Stored data entries:

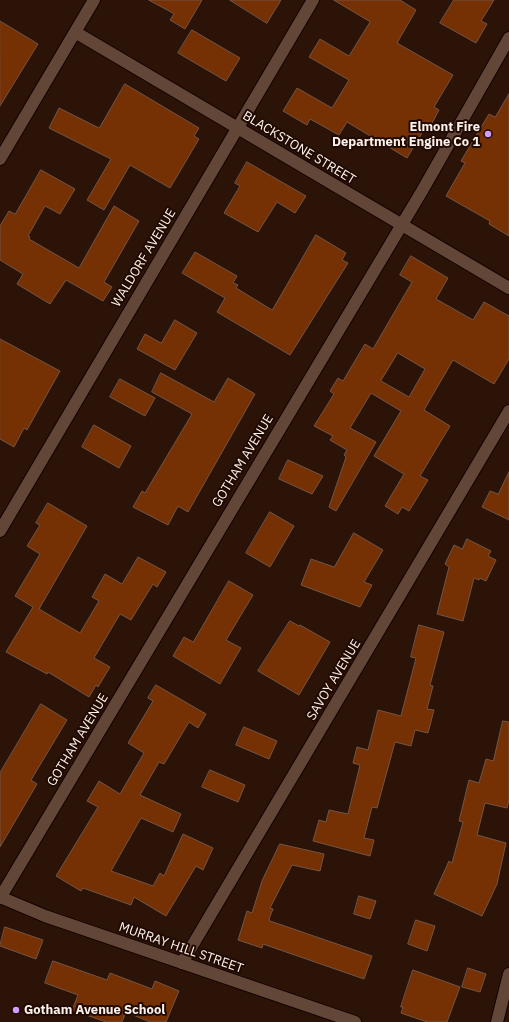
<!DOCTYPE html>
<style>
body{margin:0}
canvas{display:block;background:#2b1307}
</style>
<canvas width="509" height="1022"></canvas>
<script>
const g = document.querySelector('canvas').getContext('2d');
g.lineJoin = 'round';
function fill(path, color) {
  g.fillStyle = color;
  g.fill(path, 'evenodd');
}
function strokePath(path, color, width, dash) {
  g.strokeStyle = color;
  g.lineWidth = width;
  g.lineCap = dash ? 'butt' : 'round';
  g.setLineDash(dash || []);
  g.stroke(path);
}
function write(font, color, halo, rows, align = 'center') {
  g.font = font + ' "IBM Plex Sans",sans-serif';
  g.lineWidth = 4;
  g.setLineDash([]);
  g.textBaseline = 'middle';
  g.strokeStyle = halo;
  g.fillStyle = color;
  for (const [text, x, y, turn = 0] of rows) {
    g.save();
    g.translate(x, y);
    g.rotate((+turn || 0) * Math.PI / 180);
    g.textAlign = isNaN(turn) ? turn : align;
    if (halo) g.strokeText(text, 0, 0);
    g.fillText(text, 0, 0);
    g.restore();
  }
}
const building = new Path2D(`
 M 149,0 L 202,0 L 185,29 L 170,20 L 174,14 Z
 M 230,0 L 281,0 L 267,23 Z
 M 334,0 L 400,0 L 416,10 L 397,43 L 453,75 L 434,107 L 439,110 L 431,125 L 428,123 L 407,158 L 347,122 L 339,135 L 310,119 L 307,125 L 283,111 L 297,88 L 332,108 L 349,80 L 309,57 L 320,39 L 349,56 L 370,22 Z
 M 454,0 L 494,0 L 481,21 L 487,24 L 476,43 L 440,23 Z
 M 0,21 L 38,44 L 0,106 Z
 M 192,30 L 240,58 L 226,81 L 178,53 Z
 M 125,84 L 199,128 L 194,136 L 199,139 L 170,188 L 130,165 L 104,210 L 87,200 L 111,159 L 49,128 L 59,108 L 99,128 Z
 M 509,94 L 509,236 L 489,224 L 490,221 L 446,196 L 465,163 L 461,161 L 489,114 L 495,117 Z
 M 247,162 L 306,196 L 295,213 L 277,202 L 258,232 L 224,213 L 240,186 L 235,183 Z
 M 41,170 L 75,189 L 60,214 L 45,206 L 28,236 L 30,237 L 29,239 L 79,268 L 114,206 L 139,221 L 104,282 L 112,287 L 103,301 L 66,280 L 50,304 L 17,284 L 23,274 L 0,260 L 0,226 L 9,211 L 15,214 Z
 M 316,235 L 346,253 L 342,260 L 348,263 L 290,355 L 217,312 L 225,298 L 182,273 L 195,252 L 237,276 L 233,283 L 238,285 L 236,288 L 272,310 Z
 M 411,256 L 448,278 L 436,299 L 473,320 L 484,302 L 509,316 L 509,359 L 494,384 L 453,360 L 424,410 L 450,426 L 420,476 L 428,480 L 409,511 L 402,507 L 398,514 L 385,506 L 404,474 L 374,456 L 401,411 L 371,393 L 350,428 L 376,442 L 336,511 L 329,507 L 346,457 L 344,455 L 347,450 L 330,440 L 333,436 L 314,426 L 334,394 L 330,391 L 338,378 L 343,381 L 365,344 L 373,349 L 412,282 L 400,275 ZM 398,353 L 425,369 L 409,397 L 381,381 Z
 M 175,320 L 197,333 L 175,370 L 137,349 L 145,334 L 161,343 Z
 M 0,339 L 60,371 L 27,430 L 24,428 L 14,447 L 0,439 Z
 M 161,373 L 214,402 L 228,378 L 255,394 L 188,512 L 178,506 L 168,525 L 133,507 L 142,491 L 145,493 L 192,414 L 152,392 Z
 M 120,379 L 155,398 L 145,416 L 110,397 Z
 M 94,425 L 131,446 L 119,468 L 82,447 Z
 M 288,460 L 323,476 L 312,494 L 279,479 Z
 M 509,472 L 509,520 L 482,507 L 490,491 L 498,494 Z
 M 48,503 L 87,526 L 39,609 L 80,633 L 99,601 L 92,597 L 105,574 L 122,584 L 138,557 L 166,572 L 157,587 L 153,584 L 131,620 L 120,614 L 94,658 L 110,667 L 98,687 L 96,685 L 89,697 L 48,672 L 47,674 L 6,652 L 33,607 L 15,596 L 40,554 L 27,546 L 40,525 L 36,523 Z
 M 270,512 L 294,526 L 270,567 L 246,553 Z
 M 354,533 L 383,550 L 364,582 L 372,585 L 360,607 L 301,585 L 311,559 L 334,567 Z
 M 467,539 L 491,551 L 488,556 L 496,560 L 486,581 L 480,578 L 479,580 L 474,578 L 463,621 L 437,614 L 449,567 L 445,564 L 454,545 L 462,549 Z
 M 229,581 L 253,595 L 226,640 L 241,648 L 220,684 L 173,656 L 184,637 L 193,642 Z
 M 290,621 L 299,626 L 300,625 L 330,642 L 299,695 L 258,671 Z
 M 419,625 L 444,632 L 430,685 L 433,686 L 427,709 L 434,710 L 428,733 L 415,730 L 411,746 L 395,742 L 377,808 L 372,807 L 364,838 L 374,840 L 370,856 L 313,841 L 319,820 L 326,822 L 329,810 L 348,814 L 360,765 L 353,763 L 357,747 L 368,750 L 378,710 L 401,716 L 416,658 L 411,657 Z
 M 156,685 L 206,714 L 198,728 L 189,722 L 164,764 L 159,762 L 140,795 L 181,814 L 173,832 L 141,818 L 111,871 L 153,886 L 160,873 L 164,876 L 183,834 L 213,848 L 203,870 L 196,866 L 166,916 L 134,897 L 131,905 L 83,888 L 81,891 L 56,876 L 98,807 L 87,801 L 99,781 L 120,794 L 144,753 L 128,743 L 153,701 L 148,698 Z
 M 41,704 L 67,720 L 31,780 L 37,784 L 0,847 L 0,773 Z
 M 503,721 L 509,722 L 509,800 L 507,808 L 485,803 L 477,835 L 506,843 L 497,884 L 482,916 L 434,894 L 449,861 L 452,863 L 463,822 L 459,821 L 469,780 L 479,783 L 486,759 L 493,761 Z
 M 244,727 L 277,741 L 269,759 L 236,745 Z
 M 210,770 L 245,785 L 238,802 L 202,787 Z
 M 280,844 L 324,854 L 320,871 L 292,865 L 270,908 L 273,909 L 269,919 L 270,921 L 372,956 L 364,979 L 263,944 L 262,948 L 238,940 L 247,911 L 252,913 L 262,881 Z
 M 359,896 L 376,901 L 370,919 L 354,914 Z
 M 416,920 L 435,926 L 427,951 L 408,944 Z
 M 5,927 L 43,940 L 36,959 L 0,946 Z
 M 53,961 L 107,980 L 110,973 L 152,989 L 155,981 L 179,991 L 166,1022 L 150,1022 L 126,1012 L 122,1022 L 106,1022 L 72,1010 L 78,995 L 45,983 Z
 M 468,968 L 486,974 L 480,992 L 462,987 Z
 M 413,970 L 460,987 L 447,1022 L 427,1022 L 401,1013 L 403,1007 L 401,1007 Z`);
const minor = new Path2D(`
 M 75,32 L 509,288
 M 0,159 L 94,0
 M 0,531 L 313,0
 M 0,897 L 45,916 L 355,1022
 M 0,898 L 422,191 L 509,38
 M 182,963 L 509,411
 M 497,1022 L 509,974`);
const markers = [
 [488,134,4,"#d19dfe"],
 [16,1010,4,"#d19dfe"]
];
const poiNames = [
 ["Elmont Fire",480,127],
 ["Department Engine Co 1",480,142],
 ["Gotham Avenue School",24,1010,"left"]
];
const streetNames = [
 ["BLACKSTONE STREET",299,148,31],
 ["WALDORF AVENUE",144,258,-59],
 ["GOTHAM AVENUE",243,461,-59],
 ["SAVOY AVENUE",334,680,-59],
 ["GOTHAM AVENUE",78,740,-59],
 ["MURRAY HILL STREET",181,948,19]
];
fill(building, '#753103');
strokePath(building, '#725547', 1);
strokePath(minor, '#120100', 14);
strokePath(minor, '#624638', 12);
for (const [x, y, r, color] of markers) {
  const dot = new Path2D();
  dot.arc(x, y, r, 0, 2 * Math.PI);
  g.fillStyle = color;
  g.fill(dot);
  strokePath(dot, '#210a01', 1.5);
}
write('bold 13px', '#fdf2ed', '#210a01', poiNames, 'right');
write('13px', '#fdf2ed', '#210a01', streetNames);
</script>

→ Task to complete
From the data above, show each line that contains "streetNames".

→ Exercise solution
const streetNames = [
write('13px', '#fdf2ed', '#210a01', streetNames);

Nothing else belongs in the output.